Task item:
Each entry must appear in the answer exactly as it does here.

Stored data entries
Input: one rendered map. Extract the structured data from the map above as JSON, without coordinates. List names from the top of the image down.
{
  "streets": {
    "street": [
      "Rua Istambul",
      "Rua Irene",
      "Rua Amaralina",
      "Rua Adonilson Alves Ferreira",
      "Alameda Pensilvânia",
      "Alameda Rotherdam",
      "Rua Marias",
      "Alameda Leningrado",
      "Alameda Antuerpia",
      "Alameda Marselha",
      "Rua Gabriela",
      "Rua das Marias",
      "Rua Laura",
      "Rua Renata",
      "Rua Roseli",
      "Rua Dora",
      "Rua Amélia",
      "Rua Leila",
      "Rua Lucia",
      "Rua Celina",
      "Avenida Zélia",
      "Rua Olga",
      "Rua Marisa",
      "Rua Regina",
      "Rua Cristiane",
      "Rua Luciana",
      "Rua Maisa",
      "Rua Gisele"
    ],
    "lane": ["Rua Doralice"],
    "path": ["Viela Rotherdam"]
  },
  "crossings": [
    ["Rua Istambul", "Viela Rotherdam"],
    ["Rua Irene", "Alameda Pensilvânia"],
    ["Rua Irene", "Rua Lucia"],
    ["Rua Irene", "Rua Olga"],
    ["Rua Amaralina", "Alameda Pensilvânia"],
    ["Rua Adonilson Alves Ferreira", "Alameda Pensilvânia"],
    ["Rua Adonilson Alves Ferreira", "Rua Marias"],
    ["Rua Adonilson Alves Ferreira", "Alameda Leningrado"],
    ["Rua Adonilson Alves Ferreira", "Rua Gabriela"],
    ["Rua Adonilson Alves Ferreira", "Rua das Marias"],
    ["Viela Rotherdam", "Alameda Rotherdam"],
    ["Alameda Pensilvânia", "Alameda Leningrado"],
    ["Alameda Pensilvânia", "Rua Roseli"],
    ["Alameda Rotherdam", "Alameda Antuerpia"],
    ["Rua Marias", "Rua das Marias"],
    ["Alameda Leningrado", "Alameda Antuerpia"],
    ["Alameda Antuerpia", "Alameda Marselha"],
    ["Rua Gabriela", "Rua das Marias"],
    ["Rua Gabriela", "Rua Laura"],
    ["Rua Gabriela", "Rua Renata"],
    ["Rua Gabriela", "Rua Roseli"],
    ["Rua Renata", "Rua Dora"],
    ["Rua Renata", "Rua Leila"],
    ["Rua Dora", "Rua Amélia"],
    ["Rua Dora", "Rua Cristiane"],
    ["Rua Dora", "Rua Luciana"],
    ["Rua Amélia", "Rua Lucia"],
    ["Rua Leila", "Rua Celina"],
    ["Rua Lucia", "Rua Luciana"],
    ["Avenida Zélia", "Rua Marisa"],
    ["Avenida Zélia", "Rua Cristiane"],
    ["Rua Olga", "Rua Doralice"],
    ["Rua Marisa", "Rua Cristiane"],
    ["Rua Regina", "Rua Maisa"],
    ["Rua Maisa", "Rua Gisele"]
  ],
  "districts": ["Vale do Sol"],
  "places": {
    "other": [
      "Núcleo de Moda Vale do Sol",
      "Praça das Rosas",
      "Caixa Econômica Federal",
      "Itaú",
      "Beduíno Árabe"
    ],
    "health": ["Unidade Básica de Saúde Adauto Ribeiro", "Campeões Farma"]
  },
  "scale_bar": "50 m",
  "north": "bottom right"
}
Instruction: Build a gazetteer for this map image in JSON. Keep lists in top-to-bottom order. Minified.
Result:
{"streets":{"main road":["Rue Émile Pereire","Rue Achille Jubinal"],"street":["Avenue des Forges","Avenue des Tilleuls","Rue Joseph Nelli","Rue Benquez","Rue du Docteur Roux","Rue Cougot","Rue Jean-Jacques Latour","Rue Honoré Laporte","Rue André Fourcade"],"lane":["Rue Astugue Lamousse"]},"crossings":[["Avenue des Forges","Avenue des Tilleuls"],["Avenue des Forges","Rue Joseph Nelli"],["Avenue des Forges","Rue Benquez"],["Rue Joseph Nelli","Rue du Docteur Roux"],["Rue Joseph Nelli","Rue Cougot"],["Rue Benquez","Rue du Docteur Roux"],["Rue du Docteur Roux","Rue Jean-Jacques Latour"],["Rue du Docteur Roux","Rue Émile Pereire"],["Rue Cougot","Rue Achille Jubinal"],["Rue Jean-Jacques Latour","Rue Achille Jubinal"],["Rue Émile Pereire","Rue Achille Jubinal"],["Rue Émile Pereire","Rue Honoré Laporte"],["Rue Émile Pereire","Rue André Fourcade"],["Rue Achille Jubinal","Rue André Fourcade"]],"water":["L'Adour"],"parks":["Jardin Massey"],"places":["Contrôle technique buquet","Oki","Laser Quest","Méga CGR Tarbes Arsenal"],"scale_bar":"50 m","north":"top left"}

Problem solution:
Input: one rendered map. Extract the structured data from the map above as JSON, without coordinates. List names from the top of the image down.
{
  "streets": {
    "street": [
      "Rua Istambul",
      "Rua Irene",
      "Rua Amaralina",
      "Rua Adonilson Alves Ferreira",
      "Alameda Pensilvânia",
      "Alameda Rotherdam",
      "Rua Marias",
      "Alameda Leningrado",
      "Alameda Antuerpia",
      "Alameda Marselha",
      "Rua Gabriela",
      "Rua das Marias",
      "Rua Laura",
      "Rua Renata",
      "Rua Roseli",
      "Rua Dora",
      "Rua Amélia",
      "Rua Leila",
      "Rua Lucia",
      "Rua Celina",
      "Avenida Zélia",
      "Rua Olga",
      "Rua Marisa",
      "Rua Regina",
      "Rua Cristiane",
      "Rua Luciana",
      "Rua Maisa",
      "Rua Gisele"
    ],
    "lane": ["Rua Doralice"],
    "path": ["Viela Rotherdam"]
  },
  "crossings": [
    ["Rua Istambul", "Viela Rotherdam"],
    ["Rua Irene", "Alameda Pensilvânia"],
    ["Rua Irene", "Rua Lucia"],
    ["Rua Irene", "Rua Olga"],
    ["Rua Amaralina", "Alameda Pensilvânia"],
    ["Rua Adonilson Alves Ferreira", "Alameda Pensilvânia"],
    ["Rua Adonilson Alves Ferreira", "Rua Marias"],
    ["Rua Adonilson Alves Ferreira", "Alameda Leningrado"],
    ["Rua Adonilson Alves Ferreira", "Rua Gabriela"],
    ["Rua Adonilson Alves Ferreira", "Rua das Marias"],
    ["Viela Rotherdam", "Alameda Rotherdam"],
    ["Alameda Pensilvânia", "Alameda Leningrado"],
    ["Alameda Pensilvânia", "Rua Roseli"],
    ["Alameda Rotherdam", "Alameda Antuerpia"],
    ["Rua Marias", "Rua das Marias"],
    ["Alameda Leningrado", "Alameda Antuerpia"],
    ["Alameda Antuerpia", "Alameda Marselha"],
    ["Rua Gabriela", "Rua das Marias"],
    ["Rua Gabriela", "Rua Laura"],
    ["Rua Gabriela", "Rua Renata"],
    ["Rua Gabriela", "Rua Roseli"],
    ["Rua Renata", "Rua Dora"],
    ["Rua Renata", "Rua Leila"],
    ["Rua Dora", "Rua Amélia"],
    ["Rua Dora", "Rua Cristiane"],
    ["Rua Dora", "Rua Luciana"],
    ["Rua Amélia", "Rua Lucia"],
    ["Rua Leila", "Rua Celina"],
    ["Rua Lucia", "Rua Luciana"],
    ["Avenida Zélia", "Rua Marisa"],
    ["Avenida Zélia", "Rua Cristiane"],
    ["Rua Olga", "Rua Doralice"],
    ["Rua Marisa", "Rua Cristiane"],
    ["Rua Regina", "Rua Maisa"],
    ["Rua Maisa", "Rua Gisele"]
  ],
  "districts": ["Vale do Sol"],
  "places": {
    "other": [
      "Núcleo de Moda Vale do Sol",
      "Praça das Rosas",
      "Caixa Econômica Federal",
      "Itaú",
      "Beduíno Árabe"
    ],
    "health": ["Unidade Básica de Saúde Adauto Ribeiro", "Campeões Farma"]
  },
  "scale_bar": "50 m",
  "north": "bottom right"
}
Instruction: Build a gazetteer for this map image in JSON. Keep lists in top-to-bottom order. Minified.
Result:
{"streets":{"main road":["Rue Émile Pereire","Rue Achille Jubinal"],"street":["Avenue des Forges","Avenue des Tilleuls","Rue Joseph Nelli","Rue Benquez","Rue du Docteur Roux","Rue Cougot","Rue Jean-Jacques Latour","Rue Honoré Laporte","Rue André Fourcade"],"lane":["Rue Astugue Lamousse"]},"crossings":[["Avenue des Forges","Avenue des Tilleuls"],["Avenue des Forges","Rue Joseph Nelli"],["Avenue des Forges","Rue Benquez"],["Rue Joseph Nelli","Rue du Docteur Roux"],["Rue Joseph Nelli","Rue Cougot"],["Rue Benquez","Rue du Docteur Roux"],["Rue du Docteur Roux","Rue Jean-Jacques Latour"],["Rue du Docteur Roux","Rue Émile Pereire"],["Rue Cougot","Rue Achille Jubinal"],["Rue Jean-Jacques Latour","Rue Achille Jubinal"],["Rue Émile Pereire","Rue Achille Jubinal"],["Rue Émile Pereire","Rue Honoré Laporte"],["Rue Émile Pereire","Rue André Fourcade"],["Rue Achille Jubinal","Rue André Fourcade"]],"water":["L'Adour"],"parks":["Jardin Massey"],"places":["Contrôle technique buquet","Oki","Laser Quest","Méga CGR Tarbes Arsenal"],"scale_bar":"50 m","north":"top left"}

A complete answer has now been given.